I shut up. Kept shaving.

“You and this chippy of yours being careful?” he said.

The night before, Dessa had shaken her dialpack at me like a box of Good & Plentys, then kissed me and gulped down one of the tiny tablets that kept us safe from complications. “Safety” was something I saw as her department.

“This
chippy
?” I said. Tried on a Ralph Drinkwater smirk of indifference.

Ray took a box of Trojans out of his workshirt pocket and tossed them onto the top of the toilet tank. Said nothing. I steadied the razor in my hand and shaved—tried as hard as I could to act nonchalant, to ignore his big investigation.
De-
fense!
De-
fense!

“I’m not discussing my personal life with you, Ray,” I said. “It’s private.”

Ray let go a one-note chuckle. “Fine with me, Romeo. As far as I’m concerned, you can go out and be as private as you want. Just don’t come back here telling your mother and me that you got the clap or that you knocked up some little tootsie.”

I turned and faced him, half of my face lathered, the other half clean-shaven. “Atta boy, Ray,” I said. “Go to it. Make love sound as ugly as possible.” Then I turned back and faced the mirror.
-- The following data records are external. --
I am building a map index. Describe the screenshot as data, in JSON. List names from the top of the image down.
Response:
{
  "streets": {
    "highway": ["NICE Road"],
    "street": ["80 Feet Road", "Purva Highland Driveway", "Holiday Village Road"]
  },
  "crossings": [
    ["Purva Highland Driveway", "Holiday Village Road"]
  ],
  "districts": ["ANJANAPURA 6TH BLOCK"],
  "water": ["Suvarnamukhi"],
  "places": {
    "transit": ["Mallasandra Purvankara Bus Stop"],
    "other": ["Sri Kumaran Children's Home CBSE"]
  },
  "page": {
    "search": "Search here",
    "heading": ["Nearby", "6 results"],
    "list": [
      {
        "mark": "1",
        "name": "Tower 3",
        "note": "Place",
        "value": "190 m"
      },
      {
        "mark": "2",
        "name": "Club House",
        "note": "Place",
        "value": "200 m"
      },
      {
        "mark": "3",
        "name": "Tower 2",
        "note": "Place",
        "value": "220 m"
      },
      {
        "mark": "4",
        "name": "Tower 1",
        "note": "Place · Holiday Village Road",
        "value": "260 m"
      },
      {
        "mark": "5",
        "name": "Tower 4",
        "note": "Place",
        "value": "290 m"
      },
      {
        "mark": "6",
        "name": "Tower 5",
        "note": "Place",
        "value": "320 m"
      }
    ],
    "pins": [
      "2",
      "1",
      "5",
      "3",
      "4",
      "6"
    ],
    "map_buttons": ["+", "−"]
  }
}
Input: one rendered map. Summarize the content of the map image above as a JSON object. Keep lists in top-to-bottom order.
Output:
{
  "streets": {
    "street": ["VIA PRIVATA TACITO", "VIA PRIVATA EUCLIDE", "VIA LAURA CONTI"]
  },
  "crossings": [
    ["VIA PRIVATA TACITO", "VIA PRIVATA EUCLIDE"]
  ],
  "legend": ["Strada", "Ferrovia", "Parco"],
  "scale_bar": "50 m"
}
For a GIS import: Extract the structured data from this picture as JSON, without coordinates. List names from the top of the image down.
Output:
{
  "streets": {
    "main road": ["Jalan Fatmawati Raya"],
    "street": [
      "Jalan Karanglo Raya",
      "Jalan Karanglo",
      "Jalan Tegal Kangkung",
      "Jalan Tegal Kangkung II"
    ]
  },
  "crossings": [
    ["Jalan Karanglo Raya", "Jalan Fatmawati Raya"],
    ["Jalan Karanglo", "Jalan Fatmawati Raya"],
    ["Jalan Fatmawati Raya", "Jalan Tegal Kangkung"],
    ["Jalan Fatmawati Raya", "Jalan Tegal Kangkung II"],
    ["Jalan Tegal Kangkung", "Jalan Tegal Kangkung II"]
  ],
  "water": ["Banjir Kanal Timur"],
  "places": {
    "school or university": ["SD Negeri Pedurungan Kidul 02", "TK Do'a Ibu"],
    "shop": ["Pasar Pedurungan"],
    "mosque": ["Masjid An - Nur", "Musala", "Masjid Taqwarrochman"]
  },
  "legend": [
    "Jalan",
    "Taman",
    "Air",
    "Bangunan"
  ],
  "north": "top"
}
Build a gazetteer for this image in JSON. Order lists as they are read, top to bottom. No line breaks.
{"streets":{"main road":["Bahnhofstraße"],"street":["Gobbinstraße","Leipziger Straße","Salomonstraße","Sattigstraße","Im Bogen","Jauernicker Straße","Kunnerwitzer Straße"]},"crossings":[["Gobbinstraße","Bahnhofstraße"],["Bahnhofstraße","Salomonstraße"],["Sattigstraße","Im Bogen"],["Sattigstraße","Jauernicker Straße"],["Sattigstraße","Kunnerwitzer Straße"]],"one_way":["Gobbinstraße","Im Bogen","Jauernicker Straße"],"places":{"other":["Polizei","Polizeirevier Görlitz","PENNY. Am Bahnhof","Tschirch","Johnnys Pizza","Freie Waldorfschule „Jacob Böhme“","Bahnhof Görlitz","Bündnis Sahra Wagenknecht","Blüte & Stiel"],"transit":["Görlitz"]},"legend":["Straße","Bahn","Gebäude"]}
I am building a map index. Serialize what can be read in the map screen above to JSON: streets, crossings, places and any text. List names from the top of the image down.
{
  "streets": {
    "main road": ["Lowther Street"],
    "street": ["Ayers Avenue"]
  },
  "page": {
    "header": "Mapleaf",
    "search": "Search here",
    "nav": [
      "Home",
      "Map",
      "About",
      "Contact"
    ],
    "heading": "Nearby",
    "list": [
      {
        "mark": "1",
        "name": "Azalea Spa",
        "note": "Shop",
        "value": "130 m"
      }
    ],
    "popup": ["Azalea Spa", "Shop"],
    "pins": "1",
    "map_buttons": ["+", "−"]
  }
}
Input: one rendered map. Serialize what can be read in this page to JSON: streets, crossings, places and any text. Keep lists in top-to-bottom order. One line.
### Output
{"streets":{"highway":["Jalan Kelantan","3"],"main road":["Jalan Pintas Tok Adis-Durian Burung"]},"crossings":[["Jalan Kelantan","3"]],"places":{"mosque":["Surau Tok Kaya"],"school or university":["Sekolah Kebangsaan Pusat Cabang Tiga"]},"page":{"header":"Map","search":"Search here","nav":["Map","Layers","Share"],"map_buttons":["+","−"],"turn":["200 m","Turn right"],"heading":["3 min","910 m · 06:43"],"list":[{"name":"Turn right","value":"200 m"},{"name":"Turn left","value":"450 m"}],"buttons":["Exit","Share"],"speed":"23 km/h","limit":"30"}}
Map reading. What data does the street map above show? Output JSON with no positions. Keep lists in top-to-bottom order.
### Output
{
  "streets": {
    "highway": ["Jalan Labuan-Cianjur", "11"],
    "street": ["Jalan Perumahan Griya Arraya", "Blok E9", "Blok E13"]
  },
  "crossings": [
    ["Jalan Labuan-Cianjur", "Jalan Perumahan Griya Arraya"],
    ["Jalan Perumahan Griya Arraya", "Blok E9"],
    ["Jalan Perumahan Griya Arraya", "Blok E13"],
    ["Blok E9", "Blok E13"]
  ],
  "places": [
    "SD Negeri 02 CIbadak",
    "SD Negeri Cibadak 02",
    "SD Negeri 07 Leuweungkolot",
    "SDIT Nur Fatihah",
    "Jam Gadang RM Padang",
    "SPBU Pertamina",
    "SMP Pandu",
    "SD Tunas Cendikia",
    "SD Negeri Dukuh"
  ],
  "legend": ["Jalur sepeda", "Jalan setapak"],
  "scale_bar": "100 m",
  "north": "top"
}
He stood there for another several seconds, watching as I nicked myself, winced, dabbed at the blood. Then he did something totally unexpected: reached up and grabbed my arm with his leathery hand. More in a fatherly than a threatening way. For a couple of seconds, we stared at each other in the mirror. “All I’m saying, hothead, is that I remember what it’s like to be your age and getting a little pussy,” he said. “I was in the Navy, kiddo. I know the ropes. Just be careful where you’re sticking your dipstick—that’s all I’m saying. Don’t let it get complicated.”

I couldn’t look at him. Couldn’t accept this sudden father-to-son stuff. I resented him anywhere
near
what Dessa and I had put in motion. So when he walked out of the bathroom, I called his name. Reached over to the toilet tank for the box of safes. “Here,” I said, tossing them back. “You forgot these.”

He caught them. Threw them back again. They landed in the sink bowl, under the running water. “I didn’t forget them,” he said. “Who do you think I went out and bought the damn things for? The Pope? Your brother?”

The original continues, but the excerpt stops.